The head of the breast cancer risk management clinic at the Peter MacCallum Cancer Centre, Kelly-Anne Phillips, said about one in five Australian women found to have the breast cancer gene mutations went ahead with a preventative mastectomy. (source)


  1. This tendancy to leave it to the Lord occurs in many areas, and is quite scary! It amazes me how often people seem to forget that the Lord gave them a brain to work things out!
    Surely if He intended us to just sit there and wait for Him to work in all things He would not have given us so much intelligence?
    The Apostle Paul could have sat back and expected the Lord to provide for him in all things, but he didn't! He worked as a tent maker.
    The Lord gives the parable of the men given talents and told to keep them till the master's return. They had to use their intelligence to take care of that money - and were held responsible to account for their decisions.
    It will not be any different for us.

    1. Completely agree in what you are saying. It would be ridiculous to be given sound advice that will save your life and ignore it, its a little arrogant. One of the reasons why Jolie did this was for her children (and she has two biological daughters who will have to make the same decisions too). She wanted to see them grow up, it was as much for them as for herself.

      We have to make decisions every day, some harder than others and we need to use our brains which is why we have them.

  2. I think she made the right decision. I'm sure if it were available to me, I would do that if I had to. As for Christian women "not trusting the Lord," I find that the ones who say stuff like this don't trust the Lord, either. Just observe them. But they're quick to dish out condemnation. I think it is not anybody's business to condemn in a case like this unless you have gone through an agonizing decision like this yourself. Good post.

    1. Yes, rather arrogant is their views of others, pointing the finger. I can't imagine how hard it would be to make a decision like this.

      I read a very sad story of three women (sisters) all with the gene - the two eldest sisters made the decision to have their breasts removed, the youngest didn't as she thought she was too young and wanted more children. She is now dying from breast cancer and only in her 30's. Her children won't have a mother soon. That shows how real this really is.


  3. I don't think any of us can make any of those decisions for someone else - either to pronounce someone as being right or wrong to do what they do. Who are we? Their judge? I say it should be left up to the person. I mean, these kinds of things can be taken to all kinds of extremes where people can take all kinds of things about their lives into their own hands (including euthanasia, which can also be seen as the ultimate form of prevention).

    Regarding the comments involving Angelina Jolie and Christianity - I had no idea she was a Christian - she certainly doesn't act like it... And if she isn't, then she can't be placed under God's Word and nor can she be expected to trust Him for anything!

    Some Christians choose to trust the Lord for things - and that is between them and God and has absolutely nothing to do with anyone else - no-one should be told they're doing right or wrong by trusting Him.
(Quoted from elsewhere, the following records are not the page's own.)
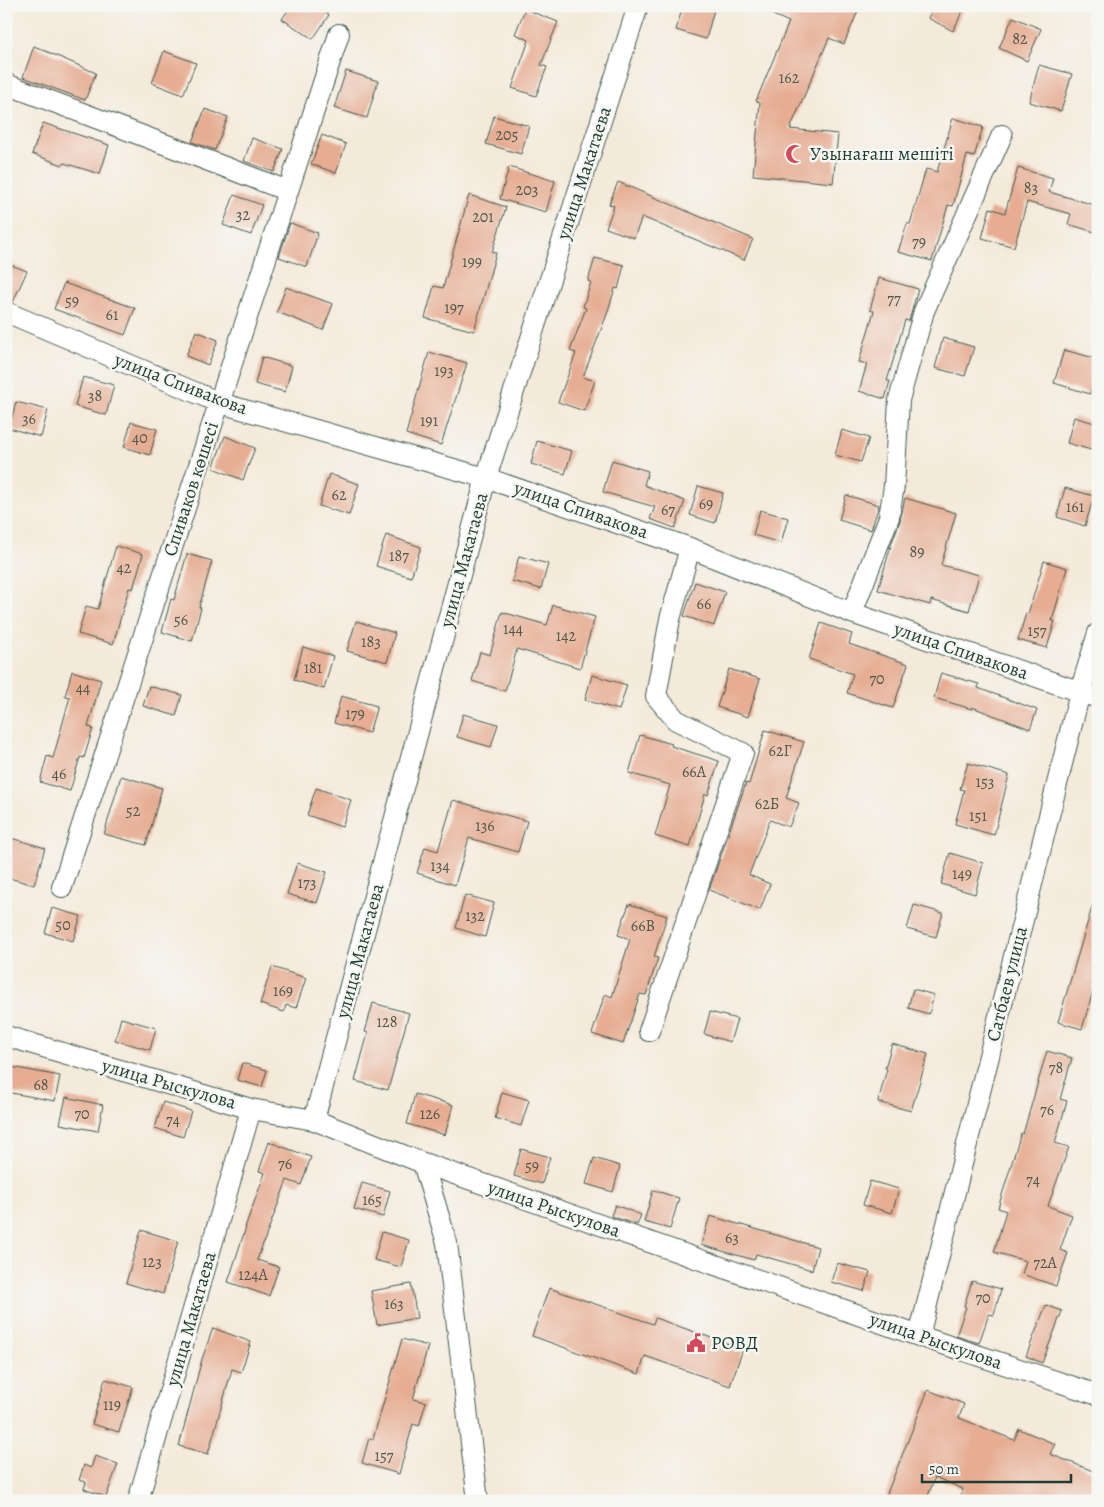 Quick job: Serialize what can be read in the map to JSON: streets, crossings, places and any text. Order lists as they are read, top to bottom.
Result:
{
  "streets": {
    "street": [
      "улица Макатаева",
      "улица Спивакова",
      "Спиваков көшесі",
      "Сатбаев улица",
      "улица Рыскулова"
    ]
  },
  "crossings": [
    ["улица Макатаева", "улица Спивакова"],
    ["улица Макатаева", "улица Рыскулова"],
    ["улица Спивакова", "Спиваков көшесі"],
    ["улица Спивакова", "Сатбаев улица"],
    ["Сатбаев улица", "улица Рыскулова"]
  ],
  "places": {
    "mosque": ["Узынағаш мешіті"],
    "public building": ["РОВД"]
  },
  "house_numbers": [
    "82",
    "162",
    "205",
    "83",
    "203",
    "32",
    "201",
    "79",
    "199",
    "77",
    "59",
    "197",
    "61",
    "193",
    "38",
    "36",
    "191",
    "40",
    "62",
    "69",
    "161",
    "67",
    "89",
    "187",
    "42",
    "66",
    "56",
    "144",
    "157",
    "142",
    "183",
    "181",
    "70",
    "44",
    "179",
    "62Г",
    "66А",
    "46",
    "153",
    "62Б",
    "52",
    "151",
    "136",
    "134",
    "149",
    "173",
    "132",
    "50",
    "66В",
    "169",
    "128",
    "78",
    "68",
    "76",
    "70",
    "126",
    "74",
    "76",
    "59",
    "74",
    "165",
    "63",
    "123",
    "72А",
    "124А",
    "70",
    "163",
    "119",
    "157"
  ],
  "scale_bar": "50 m"
} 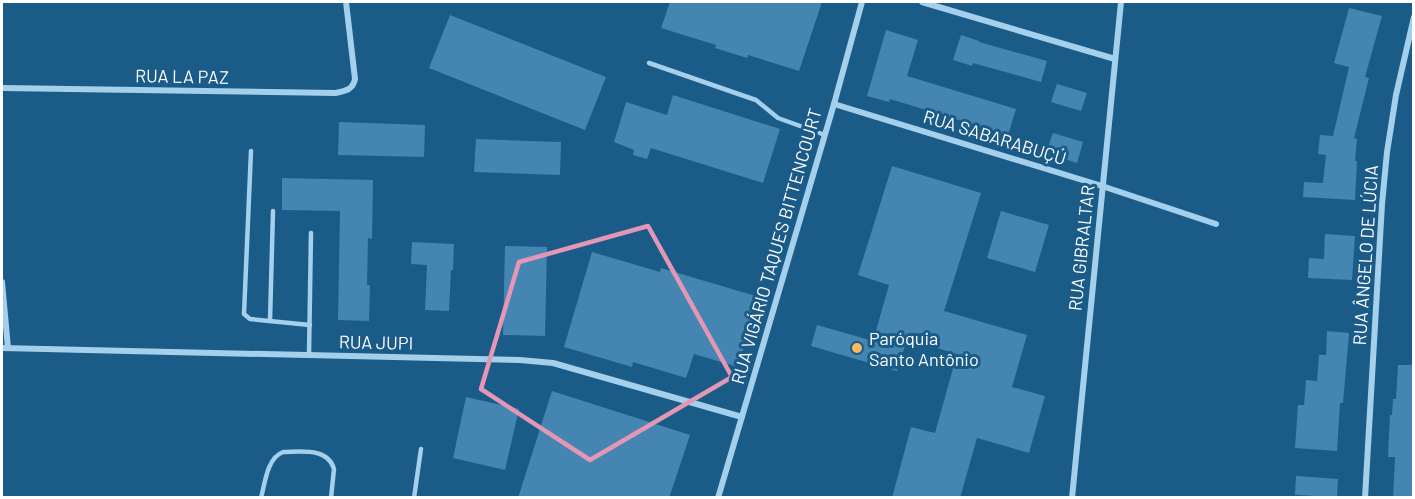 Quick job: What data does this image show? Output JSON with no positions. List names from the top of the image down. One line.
{"streets":{"street":["RUA LA PAZ","RUA SABARABUÇÚ","RUA VIGÁRIO TAQUES BITTENCOURT","RUA GIBRALTAR","RUA ÂNGELO DE LÚCIA","RUA JUPI"]},"crossings":[["RUA SABARABUÇÚ","RUA VIGÁRIO TAQUES BITTENCOURT"],["RUA SABARABUÇÚ","RUA GIBRALTAR"],["RUA VIGÁRIO TAQUES BITTENCOURT","RUA JUPI"]],"places":["Paróquia Santo Antônio"]} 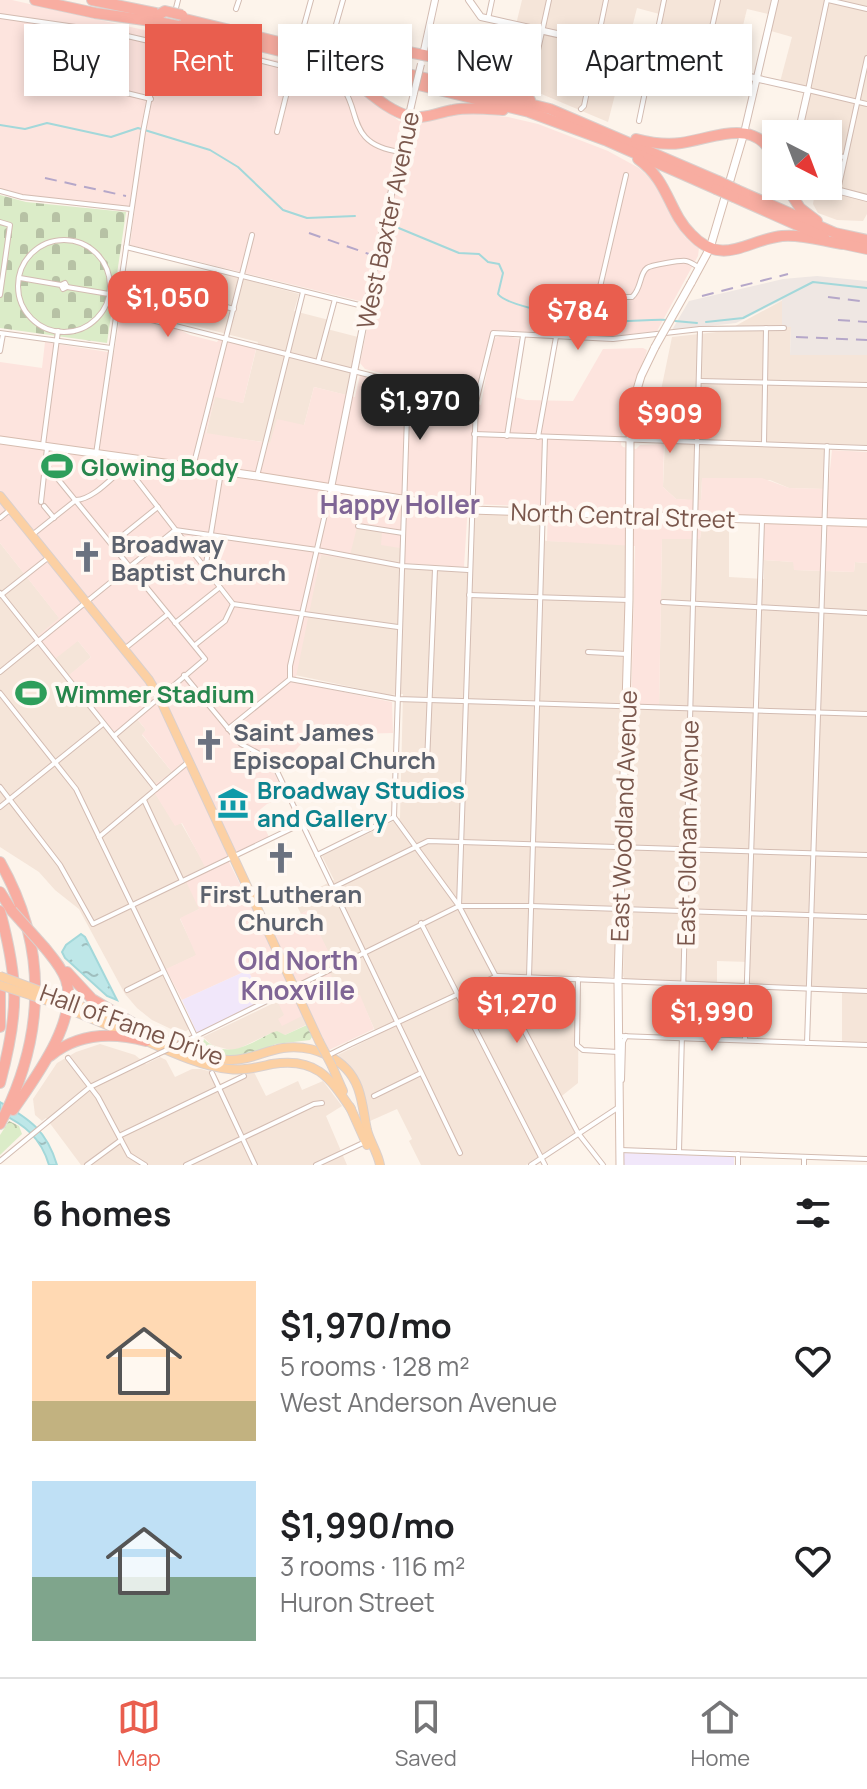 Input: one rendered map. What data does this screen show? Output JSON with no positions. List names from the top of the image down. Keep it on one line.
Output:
{"streets":{"main road":["North Central Street","East Woodland Avenue","Hall of Fame Drive"],"street":["West Baxter Avenue","East Oldham Avenue"]},"crossings":[["West Baxter Avenue","North Central Street"],["North Central Street","East Woodland Avenue"],["North Central Street","East Oldham Avenue"]],"districts":["Happy Holler","Old North Knoxville"],"places":{"sports":["Glowing Body","Wimmer Stadium"],"church":["Broadway Baptist Church","Saint James Episcopal Church","First Lutheran Church"],"museum":["Broadway Studios and Gallery"]},"north":"bottom right","page":{"chip":["Buy","Rent","Filters","New","Apartment"],"price":["$1,050","$784","$1,970","$909","$1,270","$1,990"],"heading":"6 homes","list":[{"name":"$1,970/mo","note":"5 rooms · 128 m² · West Anderson Avenue"},{"name":"$1,990/mo","note":"3 rooms · 116 m² · Huron Street"}],"tabs":["Map","Saved","Home"]}}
God gave us a brain, but he also asks us to put our entire lives in His hand. We can make all the decisions we like in the world, but ultimately, He IS the One who gives and takes life, allows or disallows anything and everything - who better to trust than Him? :)

    1. No, I don't think she is a Christian, I referred to her as she is famous and recently had to make this decision, I'm sure Christian women have had to make these decisions too and it must be very tough decision to make.

    2. Yes, a very difficult decision. One that would seriously change your life on an emotional, mental, and obviously physical level.

  4. I think, for the christian, it would be the same for every aspect of a possible life-changing experience: prayer. Prayer does not always mean the Father will give any answer...sometimes, He leaves decisions like this up to the believer, and it isn't a question of 'wrong choice, right choice', but more of a matter of knowing He is with the christian in whatever decision they make.